◆ Problem to solve
In which lines of the data does the string "padding" appear? Copy every one.

◆ Supplied material
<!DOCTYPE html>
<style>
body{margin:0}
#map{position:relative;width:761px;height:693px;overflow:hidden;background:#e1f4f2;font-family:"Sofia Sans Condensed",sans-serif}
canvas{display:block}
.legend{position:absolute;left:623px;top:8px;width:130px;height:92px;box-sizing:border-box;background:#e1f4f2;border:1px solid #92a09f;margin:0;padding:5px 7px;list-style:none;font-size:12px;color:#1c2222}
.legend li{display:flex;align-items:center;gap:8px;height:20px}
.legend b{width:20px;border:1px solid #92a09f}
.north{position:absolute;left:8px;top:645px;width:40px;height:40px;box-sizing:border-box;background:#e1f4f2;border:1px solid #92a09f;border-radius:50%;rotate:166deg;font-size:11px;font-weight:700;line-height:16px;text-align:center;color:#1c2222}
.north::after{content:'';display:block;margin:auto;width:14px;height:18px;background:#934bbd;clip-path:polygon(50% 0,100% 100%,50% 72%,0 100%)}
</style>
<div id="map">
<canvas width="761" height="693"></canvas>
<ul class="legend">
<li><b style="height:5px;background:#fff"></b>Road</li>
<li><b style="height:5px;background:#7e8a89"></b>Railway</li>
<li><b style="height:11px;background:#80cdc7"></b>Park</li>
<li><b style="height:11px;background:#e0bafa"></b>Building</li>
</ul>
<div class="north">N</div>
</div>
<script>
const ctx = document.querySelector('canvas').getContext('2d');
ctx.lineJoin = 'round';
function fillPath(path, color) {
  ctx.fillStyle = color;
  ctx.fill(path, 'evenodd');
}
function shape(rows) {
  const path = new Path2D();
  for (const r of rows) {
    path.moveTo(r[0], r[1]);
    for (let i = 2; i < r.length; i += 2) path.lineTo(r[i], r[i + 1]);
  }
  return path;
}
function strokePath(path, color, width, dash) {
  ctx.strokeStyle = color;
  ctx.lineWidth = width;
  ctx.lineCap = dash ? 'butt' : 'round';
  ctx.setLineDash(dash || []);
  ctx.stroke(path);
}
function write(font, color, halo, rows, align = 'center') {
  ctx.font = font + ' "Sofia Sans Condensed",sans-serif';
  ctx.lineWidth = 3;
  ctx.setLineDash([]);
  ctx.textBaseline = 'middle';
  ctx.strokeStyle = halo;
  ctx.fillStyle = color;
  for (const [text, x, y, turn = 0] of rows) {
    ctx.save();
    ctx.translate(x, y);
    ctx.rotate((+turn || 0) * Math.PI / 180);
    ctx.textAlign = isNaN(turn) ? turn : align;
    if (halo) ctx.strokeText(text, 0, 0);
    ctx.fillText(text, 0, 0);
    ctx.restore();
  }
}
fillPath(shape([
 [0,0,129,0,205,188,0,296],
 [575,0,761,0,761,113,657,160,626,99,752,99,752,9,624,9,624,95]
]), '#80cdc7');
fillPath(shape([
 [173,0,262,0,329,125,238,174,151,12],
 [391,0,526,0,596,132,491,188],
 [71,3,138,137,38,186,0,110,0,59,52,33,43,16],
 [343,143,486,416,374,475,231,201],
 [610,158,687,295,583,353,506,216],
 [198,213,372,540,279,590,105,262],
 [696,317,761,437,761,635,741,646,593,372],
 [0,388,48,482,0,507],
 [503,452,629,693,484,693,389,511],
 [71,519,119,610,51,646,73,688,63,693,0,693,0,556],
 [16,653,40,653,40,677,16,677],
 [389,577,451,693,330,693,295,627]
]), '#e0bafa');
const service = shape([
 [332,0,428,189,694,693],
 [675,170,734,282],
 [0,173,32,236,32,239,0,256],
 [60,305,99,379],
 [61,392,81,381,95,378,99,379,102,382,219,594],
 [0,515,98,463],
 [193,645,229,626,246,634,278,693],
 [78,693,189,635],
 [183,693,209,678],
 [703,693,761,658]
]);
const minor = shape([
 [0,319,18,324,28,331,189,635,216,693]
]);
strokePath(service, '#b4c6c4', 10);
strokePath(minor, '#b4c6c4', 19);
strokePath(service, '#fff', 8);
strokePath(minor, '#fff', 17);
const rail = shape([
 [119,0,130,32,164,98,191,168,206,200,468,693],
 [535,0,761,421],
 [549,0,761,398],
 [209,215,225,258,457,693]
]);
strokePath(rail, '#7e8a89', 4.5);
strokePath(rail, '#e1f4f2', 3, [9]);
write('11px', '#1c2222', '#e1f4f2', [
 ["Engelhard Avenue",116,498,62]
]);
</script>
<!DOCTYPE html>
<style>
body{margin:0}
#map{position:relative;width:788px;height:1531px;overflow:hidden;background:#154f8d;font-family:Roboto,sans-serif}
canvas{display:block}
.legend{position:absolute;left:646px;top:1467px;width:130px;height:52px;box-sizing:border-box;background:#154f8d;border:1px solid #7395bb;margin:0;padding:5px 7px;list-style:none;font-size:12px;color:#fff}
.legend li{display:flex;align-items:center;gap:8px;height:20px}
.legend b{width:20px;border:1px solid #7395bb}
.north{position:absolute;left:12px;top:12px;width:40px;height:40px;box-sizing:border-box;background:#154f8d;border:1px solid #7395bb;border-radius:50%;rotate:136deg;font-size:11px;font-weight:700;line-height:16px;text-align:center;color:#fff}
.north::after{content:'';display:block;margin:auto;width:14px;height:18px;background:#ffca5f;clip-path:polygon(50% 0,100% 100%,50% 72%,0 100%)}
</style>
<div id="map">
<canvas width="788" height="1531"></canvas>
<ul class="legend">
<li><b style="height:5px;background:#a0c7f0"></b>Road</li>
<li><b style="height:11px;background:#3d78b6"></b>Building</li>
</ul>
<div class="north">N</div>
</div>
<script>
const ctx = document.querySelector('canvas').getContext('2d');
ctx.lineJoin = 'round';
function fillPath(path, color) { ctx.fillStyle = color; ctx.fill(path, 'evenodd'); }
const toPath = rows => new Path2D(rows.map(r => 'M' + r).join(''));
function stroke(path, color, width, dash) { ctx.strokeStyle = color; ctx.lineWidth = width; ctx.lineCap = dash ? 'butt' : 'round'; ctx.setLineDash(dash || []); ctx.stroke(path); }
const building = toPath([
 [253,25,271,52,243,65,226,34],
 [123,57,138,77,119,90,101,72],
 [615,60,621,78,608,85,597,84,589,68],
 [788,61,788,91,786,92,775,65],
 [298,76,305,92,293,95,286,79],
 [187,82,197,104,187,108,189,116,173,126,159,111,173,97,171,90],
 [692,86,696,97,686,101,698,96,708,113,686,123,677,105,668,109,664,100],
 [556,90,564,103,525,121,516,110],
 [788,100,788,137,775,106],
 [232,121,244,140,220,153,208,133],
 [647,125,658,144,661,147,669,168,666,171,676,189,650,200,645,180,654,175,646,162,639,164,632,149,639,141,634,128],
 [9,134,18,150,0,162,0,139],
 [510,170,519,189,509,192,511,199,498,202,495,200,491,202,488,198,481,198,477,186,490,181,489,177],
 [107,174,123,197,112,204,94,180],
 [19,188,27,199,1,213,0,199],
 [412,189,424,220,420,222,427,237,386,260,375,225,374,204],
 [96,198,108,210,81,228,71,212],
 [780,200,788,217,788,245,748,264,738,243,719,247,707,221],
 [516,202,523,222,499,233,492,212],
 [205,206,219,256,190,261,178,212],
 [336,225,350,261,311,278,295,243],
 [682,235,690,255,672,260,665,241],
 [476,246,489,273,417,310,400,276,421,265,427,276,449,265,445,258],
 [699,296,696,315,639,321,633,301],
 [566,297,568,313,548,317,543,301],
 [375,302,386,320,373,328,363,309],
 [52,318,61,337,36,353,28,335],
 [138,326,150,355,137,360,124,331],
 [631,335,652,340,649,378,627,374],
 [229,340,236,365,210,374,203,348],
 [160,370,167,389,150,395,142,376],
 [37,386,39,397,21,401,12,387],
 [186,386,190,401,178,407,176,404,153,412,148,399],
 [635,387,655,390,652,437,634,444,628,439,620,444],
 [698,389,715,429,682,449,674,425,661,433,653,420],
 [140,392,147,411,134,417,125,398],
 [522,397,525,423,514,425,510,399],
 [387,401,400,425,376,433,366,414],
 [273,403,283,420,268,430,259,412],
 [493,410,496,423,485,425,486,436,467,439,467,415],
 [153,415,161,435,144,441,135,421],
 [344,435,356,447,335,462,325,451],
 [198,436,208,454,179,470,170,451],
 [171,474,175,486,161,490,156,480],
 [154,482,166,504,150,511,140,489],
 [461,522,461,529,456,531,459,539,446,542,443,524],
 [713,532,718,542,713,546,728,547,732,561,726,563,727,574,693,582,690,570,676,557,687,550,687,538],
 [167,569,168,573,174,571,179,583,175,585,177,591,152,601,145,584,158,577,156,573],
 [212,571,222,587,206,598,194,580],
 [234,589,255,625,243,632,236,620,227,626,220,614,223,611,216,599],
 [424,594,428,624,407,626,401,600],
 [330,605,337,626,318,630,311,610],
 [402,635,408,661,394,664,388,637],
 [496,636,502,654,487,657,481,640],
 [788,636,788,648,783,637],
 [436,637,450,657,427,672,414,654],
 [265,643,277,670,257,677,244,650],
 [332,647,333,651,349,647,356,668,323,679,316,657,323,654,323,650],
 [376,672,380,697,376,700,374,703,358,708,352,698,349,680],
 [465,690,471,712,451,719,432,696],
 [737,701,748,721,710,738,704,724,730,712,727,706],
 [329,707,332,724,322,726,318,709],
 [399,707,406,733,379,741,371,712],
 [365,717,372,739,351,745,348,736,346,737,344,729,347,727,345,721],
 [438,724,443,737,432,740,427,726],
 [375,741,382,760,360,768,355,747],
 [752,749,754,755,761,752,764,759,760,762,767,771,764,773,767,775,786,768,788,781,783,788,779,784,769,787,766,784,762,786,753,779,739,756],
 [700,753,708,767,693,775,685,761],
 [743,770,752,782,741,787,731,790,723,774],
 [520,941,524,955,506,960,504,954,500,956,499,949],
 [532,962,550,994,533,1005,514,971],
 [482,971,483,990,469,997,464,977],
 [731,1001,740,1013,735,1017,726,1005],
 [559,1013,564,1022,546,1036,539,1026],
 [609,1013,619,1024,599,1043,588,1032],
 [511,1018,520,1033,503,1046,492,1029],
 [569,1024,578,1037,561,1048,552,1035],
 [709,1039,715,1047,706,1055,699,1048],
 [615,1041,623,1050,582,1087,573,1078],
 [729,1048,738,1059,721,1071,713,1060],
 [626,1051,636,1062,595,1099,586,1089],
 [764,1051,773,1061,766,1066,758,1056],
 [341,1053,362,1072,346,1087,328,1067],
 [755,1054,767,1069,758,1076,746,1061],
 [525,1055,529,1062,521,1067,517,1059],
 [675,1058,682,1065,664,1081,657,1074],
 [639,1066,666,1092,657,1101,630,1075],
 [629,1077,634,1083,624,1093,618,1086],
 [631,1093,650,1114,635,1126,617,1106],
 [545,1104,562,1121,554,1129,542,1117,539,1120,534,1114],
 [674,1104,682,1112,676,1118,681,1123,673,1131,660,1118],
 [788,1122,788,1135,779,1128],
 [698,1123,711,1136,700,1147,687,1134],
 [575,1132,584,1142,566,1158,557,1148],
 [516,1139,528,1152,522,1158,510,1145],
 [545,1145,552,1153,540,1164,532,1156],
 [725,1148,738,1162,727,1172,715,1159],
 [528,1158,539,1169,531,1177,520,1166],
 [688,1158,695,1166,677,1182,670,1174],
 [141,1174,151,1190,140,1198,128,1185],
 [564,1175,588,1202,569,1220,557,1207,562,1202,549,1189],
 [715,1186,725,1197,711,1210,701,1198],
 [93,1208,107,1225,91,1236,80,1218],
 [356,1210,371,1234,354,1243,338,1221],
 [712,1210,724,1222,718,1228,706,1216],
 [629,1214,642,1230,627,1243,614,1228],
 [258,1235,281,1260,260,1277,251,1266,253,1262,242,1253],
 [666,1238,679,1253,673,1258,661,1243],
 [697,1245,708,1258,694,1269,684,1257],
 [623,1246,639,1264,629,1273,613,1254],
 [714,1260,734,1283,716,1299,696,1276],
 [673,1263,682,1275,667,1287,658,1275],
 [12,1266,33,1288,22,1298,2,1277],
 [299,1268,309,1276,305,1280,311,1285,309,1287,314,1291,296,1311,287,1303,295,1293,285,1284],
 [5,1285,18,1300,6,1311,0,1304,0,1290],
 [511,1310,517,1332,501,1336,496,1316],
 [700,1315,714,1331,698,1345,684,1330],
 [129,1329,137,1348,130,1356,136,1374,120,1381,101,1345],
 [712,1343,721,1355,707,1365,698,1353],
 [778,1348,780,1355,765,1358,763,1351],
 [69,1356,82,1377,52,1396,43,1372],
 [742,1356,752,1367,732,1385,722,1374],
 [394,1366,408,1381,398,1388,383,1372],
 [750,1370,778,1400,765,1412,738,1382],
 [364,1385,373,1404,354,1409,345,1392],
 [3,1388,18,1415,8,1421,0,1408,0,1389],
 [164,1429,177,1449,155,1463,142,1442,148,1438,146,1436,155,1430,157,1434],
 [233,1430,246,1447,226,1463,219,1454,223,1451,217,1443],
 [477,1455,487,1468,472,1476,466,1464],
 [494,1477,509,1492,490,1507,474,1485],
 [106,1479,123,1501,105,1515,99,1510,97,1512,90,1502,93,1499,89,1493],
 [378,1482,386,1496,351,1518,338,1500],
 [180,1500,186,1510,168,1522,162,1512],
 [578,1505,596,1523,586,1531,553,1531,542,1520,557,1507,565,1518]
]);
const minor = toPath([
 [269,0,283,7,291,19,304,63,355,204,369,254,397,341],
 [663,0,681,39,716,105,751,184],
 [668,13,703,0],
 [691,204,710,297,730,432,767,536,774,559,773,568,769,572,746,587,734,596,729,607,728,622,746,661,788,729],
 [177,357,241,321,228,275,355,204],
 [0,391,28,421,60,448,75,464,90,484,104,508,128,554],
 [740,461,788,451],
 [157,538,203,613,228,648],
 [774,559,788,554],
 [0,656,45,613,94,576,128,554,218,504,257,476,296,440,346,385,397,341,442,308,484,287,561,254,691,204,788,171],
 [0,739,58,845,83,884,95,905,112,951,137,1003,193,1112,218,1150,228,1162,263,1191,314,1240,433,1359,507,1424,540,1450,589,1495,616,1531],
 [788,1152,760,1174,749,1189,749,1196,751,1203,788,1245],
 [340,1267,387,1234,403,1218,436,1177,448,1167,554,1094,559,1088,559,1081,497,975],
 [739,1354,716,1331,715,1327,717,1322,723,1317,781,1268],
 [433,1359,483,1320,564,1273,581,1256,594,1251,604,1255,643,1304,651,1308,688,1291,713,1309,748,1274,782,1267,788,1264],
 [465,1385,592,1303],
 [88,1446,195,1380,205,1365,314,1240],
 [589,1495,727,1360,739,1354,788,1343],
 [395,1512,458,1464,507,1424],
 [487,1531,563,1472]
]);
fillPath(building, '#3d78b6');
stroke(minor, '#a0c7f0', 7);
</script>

◆ Your solution
.legend{position:absolute;left:623px;top:8px;width:130px;height:92px;box-sizing:border-box;background:#e1f4f2;border:1px solid #92a09f;margin:0;padding:5px 7px;list-style:none;font-size:12px;color:#1c2222}
.legend{position:absolute;left:646px;top:1467px;width:130px;height:52px;box-sizing:border-box;background:#154f8d;border:1px solid #7395bb;margin:0;padding:5px 7px;list-style:none;font-size:12px;color:#fff}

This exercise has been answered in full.